Barbara Kay on the 'Lack of rape among Israeli soldiers'
Posted: February 13, 2008, 5:35 PM by Yoni Goldstein 
Barbara Kay
I really don’t know how much longer satire can expect to carry on as a genre, given what passes for “scholarship” in the topsy-turvy world of academia. This pinch-me item just crossed my desk and of course I assumed it was a spoof. But I Googled the names of the academics involved and to my astonishment they are real, and this excerpt from the Israeli Shalem Centre newsletter is not a joke:

Prize Winning Sociology Thesis at Hebrew U.: Lack of Rape Among Israeli Soldiers Achieves Same Aims as Rape
A Hebrew University Sociology department M.A. thesis entitled “Controlled Occupation: The Lack of Military Rape in the Israeli Palestinian Conflict” notes that the relative absence of instances of rape by Israeli soldiers is an alternate method of achieving the same kind of degradation of Palestinian Arabs that would be achieved through a directed policy of raping Arab women. The abstract of the paper, authored by doctoral candidate Tal Nitzan, notes that "the absence of directed military rape constitutes an alternative way of realizing the same political goals [usually achieved by directed military rape]. In the Israeli-Palestinian conflict, we can see that the rarity of military rape only strengthens the ethnic boundaries and clarifies inter-ethnic differences, just as directed military rape would have done.” The thesis, selected for publication by the university’s Shaine Center for Research in Social Sciences, was supervised by Hebrew University sociologist Eyal Ben–Ari and a senior lecturer in education, Edna Lomsky-Feder.
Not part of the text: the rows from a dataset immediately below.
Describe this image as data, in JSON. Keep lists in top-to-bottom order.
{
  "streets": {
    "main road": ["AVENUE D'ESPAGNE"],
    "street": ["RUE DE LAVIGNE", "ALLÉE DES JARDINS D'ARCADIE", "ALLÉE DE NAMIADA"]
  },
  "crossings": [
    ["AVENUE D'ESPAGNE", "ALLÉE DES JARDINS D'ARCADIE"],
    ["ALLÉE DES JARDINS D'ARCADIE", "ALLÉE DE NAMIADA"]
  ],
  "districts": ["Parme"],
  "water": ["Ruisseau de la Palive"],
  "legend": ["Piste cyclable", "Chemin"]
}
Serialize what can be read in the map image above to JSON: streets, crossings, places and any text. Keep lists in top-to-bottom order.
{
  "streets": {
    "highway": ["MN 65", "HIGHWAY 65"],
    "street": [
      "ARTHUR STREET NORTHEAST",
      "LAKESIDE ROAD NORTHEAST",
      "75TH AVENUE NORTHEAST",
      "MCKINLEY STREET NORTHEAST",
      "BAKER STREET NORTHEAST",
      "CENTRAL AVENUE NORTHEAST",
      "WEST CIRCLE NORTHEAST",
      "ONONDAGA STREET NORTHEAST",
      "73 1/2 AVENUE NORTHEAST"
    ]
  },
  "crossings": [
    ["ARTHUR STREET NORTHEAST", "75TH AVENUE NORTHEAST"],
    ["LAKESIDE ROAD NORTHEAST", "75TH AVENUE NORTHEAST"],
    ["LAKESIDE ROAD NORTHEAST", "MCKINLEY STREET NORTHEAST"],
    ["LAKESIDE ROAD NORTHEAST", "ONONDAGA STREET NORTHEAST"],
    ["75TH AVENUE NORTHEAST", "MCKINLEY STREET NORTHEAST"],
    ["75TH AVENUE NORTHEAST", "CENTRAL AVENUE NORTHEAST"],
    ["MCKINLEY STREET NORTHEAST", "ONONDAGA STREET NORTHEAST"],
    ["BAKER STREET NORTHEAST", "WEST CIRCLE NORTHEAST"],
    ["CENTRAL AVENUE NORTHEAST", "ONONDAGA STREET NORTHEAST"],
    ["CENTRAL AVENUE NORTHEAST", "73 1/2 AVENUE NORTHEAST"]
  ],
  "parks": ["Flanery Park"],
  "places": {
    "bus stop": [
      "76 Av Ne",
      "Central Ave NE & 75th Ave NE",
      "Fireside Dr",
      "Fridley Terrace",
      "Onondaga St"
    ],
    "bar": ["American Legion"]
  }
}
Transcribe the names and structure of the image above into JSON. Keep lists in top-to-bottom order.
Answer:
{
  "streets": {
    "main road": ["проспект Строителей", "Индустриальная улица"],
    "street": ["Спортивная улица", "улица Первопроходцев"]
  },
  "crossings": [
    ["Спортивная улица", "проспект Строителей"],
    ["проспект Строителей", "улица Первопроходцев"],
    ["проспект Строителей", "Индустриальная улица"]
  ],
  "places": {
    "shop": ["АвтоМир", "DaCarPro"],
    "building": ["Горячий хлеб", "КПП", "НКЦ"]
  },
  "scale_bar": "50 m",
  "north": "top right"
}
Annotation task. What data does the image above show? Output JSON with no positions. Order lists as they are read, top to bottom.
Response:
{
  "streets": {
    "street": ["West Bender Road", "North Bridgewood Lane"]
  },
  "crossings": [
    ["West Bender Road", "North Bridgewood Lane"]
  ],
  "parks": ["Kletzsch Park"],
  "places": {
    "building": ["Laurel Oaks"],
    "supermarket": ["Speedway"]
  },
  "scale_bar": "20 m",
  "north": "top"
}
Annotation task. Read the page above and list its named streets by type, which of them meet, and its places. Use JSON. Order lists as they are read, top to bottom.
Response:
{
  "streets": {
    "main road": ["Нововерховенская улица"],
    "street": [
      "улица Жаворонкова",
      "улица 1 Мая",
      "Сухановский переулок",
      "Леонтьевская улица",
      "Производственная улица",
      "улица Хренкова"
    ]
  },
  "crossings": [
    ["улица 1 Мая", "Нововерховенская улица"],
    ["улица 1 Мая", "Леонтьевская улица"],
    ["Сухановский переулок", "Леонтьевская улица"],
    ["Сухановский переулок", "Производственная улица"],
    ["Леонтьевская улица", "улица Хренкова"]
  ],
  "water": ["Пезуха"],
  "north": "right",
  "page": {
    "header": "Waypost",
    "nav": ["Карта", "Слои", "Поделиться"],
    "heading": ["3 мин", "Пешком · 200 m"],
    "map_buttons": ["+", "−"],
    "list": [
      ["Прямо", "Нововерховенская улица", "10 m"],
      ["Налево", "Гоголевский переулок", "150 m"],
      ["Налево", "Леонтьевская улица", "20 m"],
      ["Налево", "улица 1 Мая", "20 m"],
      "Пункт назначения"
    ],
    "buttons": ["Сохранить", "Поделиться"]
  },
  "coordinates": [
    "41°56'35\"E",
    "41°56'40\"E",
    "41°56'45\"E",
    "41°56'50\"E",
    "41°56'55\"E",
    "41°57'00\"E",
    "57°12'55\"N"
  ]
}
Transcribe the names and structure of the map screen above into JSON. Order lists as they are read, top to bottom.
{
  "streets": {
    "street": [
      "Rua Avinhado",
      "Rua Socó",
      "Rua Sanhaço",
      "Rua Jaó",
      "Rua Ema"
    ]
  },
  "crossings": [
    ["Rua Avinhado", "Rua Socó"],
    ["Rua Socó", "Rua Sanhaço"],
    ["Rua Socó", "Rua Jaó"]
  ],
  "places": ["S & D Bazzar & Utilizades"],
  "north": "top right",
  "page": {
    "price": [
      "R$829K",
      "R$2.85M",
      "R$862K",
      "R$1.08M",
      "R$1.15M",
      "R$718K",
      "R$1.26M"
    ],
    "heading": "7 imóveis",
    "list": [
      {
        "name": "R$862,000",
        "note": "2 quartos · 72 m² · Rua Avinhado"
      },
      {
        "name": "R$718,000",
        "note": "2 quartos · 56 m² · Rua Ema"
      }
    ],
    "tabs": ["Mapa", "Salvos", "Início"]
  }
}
I’ve heard sociologists apeak of “status anxiety,” but for originality and chutzpah, I have to admit that this thesis takes the cake.  (“You seem gloomy, Fatima.” “What self-respecting Palestinian woman wouldn’t, Hamid? The Israeli soldiers were here to search the house – by the way, they found those rockets you hid in the baby’s toybox, sorry about that, but they didn’t make a single move on me. No rape, not even a lubricious wink or a pinch on the buttocks. Being non-violated like that, I feel so - I don't know - degraded. What am I to tell my friends…?”).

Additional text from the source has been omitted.